Longe da vista do público que desemboca neste espaço para visitas gratuitas, há zonas de testes ao ar livre onde se simula o terreno de Marte. Há câmaras de eco e salas para testar protótipos de veículos espaciais. Aqui, em Pasadena, trabalham mais de seis mil investigadores em todo o tipo de áreas ligadas ao Espaço e ciências da Terra – pelo menos quatro são portugueses.
Graça Rocha, João Teixeira, António Ferraz e Nuno Filipe vieram parar ao JPL – Jet Propulsion Laboratory – em momentos diferentes e para áreas distintas. Seguiram o caminho das estrelas até à NASA e nenhum pretende voltar para Portugal, onde as oportunidades nesta área são poucas. Todos sublinham a grande diversidade e abertura do laboratório como uma das principais valências, sendo possível encontrar investigadores de todo o mundo e com os projetos de pesquisa mais ambiciosos.
O laboratório é gerido pelo Caltech (California Institute of Technology), o que significa que os seus investigadores não são funcionários públicos como os restantes da NASA. No JPL, onde é preciso pedir autorização de entrada com muita antecedência e as tours públicas estão lotadas, o trabalho dos cientistas portugueses tem impacto mundial. As missões são interdisciplinares e muitas vezes em coordenação com outras agências espaciais, com destaque para a ESA – Agência Espacial Europeia.
Mesmo com as alterações feitas pela nova administração de Donald Trump ao orçamento devotado à NASA, o laboratório até conseguiu mais dinheiro. A agência espacial norte-americana teve neste ano um orçamento de 19,9 mil milhões de dólares, acima do que estava inicialmente previsto.
Embora as prioridades do novo ocupante da Casa Branca sejam diferentes do seu antecessor, há um consenso que não foi quebrado: aqui desafiam-se os limites da humanidade e projeta-se o seu futuro, para o infinito e mais além.

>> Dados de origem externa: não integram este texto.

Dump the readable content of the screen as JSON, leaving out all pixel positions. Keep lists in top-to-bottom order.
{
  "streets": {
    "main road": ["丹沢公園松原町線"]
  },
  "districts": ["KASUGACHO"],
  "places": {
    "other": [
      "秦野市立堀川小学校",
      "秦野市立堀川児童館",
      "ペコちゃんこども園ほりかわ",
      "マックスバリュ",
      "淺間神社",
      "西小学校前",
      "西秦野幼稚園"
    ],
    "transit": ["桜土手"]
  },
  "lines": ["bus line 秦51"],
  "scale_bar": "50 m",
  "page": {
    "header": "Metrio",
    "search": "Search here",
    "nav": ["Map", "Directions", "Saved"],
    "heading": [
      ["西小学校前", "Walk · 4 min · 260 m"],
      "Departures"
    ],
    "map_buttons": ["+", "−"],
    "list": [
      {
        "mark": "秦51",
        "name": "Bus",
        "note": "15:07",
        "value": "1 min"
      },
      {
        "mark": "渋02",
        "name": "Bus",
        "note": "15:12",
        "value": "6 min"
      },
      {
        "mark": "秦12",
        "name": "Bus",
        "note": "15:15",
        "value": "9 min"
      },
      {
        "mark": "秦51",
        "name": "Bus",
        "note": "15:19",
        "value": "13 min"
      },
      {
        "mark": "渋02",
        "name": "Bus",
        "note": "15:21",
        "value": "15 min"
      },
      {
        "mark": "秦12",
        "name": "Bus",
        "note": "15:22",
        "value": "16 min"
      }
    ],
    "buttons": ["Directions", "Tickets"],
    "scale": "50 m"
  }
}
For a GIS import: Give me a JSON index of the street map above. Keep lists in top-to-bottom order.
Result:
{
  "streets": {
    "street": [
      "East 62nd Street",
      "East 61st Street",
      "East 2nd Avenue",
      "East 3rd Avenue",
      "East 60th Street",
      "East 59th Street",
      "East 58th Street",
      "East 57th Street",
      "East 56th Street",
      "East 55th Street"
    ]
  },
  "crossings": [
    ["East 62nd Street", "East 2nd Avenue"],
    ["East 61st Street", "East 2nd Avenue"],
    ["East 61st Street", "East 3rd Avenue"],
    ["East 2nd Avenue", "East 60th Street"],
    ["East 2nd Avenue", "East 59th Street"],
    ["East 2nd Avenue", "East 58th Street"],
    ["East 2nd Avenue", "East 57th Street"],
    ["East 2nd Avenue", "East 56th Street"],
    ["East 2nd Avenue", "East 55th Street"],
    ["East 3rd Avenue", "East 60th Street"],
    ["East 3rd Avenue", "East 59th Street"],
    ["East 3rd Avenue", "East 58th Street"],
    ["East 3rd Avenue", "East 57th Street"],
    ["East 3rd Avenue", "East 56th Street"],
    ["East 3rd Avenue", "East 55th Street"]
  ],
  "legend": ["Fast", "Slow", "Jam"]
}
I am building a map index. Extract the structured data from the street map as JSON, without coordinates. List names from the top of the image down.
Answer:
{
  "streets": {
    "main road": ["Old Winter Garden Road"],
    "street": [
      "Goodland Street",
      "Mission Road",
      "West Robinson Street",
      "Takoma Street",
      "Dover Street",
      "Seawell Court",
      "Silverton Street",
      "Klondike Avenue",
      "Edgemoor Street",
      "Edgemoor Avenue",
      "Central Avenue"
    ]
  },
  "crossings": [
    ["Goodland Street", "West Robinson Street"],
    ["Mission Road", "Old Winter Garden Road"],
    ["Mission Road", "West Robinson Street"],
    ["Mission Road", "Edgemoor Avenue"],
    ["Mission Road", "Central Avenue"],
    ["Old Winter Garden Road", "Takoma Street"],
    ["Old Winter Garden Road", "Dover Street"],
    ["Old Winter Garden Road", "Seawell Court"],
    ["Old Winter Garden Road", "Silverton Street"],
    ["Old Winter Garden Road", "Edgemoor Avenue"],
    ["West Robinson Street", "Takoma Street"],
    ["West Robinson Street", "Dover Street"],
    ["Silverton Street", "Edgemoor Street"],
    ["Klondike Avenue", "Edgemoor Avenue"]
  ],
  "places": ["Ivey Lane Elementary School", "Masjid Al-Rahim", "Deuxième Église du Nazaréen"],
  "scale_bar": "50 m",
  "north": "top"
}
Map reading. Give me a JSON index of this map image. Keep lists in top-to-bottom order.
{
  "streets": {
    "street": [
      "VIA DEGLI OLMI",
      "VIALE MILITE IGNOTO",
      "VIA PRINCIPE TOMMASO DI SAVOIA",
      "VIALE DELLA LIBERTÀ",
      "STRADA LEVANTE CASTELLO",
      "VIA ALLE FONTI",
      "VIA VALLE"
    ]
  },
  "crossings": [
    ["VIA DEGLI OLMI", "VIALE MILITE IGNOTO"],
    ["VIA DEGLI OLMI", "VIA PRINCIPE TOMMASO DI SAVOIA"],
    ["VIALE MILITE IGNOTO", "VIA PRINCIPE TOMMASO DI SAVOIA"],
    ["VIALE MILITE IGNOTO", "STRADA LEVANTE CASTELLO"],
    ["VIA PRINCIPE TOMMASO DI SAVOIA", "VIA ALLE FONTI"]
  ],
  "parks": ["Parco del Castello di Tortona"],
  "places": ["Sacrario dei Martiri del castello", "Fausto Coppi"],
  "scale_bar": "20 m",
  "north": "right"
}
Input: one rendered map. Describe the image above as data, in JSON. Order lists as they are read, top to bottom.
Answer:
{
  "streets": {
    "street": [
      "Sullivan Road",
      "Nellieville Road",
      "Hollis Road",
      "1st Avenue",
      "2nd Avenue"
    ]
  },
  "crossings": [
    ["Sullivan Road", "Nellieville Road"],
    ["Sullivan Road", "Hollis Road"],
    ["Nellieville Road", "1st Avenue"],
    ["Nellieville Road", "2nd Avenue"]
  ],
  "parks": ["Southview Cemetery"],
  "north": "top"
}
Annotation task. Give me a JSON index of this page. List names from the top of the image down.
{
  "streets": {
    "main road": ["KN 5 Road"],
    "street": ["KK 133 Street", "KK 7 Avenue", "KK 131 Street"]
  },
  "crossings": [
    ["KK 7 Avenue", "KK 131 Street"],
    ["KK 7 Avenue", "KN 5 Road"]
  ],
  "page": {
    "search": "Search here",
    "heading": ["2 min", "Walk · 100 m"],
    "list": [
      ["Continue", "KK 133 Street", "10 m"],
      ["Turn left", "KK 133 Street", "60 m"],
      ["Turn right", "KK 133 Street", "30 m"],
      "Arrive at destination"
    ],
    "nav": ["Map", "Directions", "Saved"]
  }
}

À procura de exoplanetas e vida extraterrestre
Os últimos dez anos passaram quase sem que desse por isso. Em julho, a cosmóloga Graça Rocha abriu a sessão de apresentação de resultados da missão Planck na 42.ª Assembleia do Comité de Investigação Espacial (COSPAR), marcando o final de “uma era épica” na vida de quem trabalhou neste projeto.
Durante a última década, esteve envolvida a 100% nesta missão da Agência Espacial Europeia com participação da NASA, que teve como objetivo fazer um mapa das flutuações da radiação cósmica de fundo do universo. Em essência, um mapa da radiação que ficou do Big Bang, um olhar para o passado através da luz mais antiga que se pode observar.
O telescópio espacial Planck esteve operacional entre 2009 e 2013 e os resultados da missão foram publicados pela ESA recentemente, com enorme impacto científico. O reconhecimento não demorou: Graça Rocha e a restante equipa Planck receberam o Prémio Gruber de Cosmologia, que foi entregue na Áustria pelos avanços significativos que tornaram possíveis.
“Este prémio foi muito prestigiante, porque o Planck foi extraordinariamente extenuante”, diz Graça Rocha, sentada na esplanada do JPL, com o café acabado de tirar.
“Tive dez anos que nem me apercebi que passaram. É muito estranho. É uma área muito competitiva.” Começou a trabalhar na missão Planck quando chegou ao JPL, em setembro de 2009. Vinha de uma aventura de três anos no Infrared Processing and Analysis Center (IPAC), da Caltech, o desafio que a convencera a trocar a Europa pelos Estados Unidos. Antes disso estava em Cambridge e fora “persuadida” a mudar-se para o sul da Califórnia pelas oportunidades de carreira. Confessa que foi um choque, porque é difícil ter a vivência de bairro a que os europeus estão habituados.
“A vida aqui é muito diferente”, admite, tantos anos depois. “Gosto muito de caminhar, ir ao café, falar com as pessoas aqui e acolá. No início tentei fazer isso e apercebi-me de que era a única.” Graça tem uma sociabilidade inata que se nota em poucos minutos: para frequentemente para dar dois dedos de conversa, conhece toda a gente. Tem um sorriso fácil.
Agora que esta fase Planck terminou, já está envolvida noutros projetos – vários ao mesmo tempo. “Neste momento, estou a trabalhar no projeto de exoplanetas e a possibilidade de deteção de vida extraterrestre. É muito interessante.” Na caça por planetas fora do sistema solar, a cosmóloga portuguesa estará dedicada também ao desenvolvimento de algoritmos com aplicabilidade noutros projetos.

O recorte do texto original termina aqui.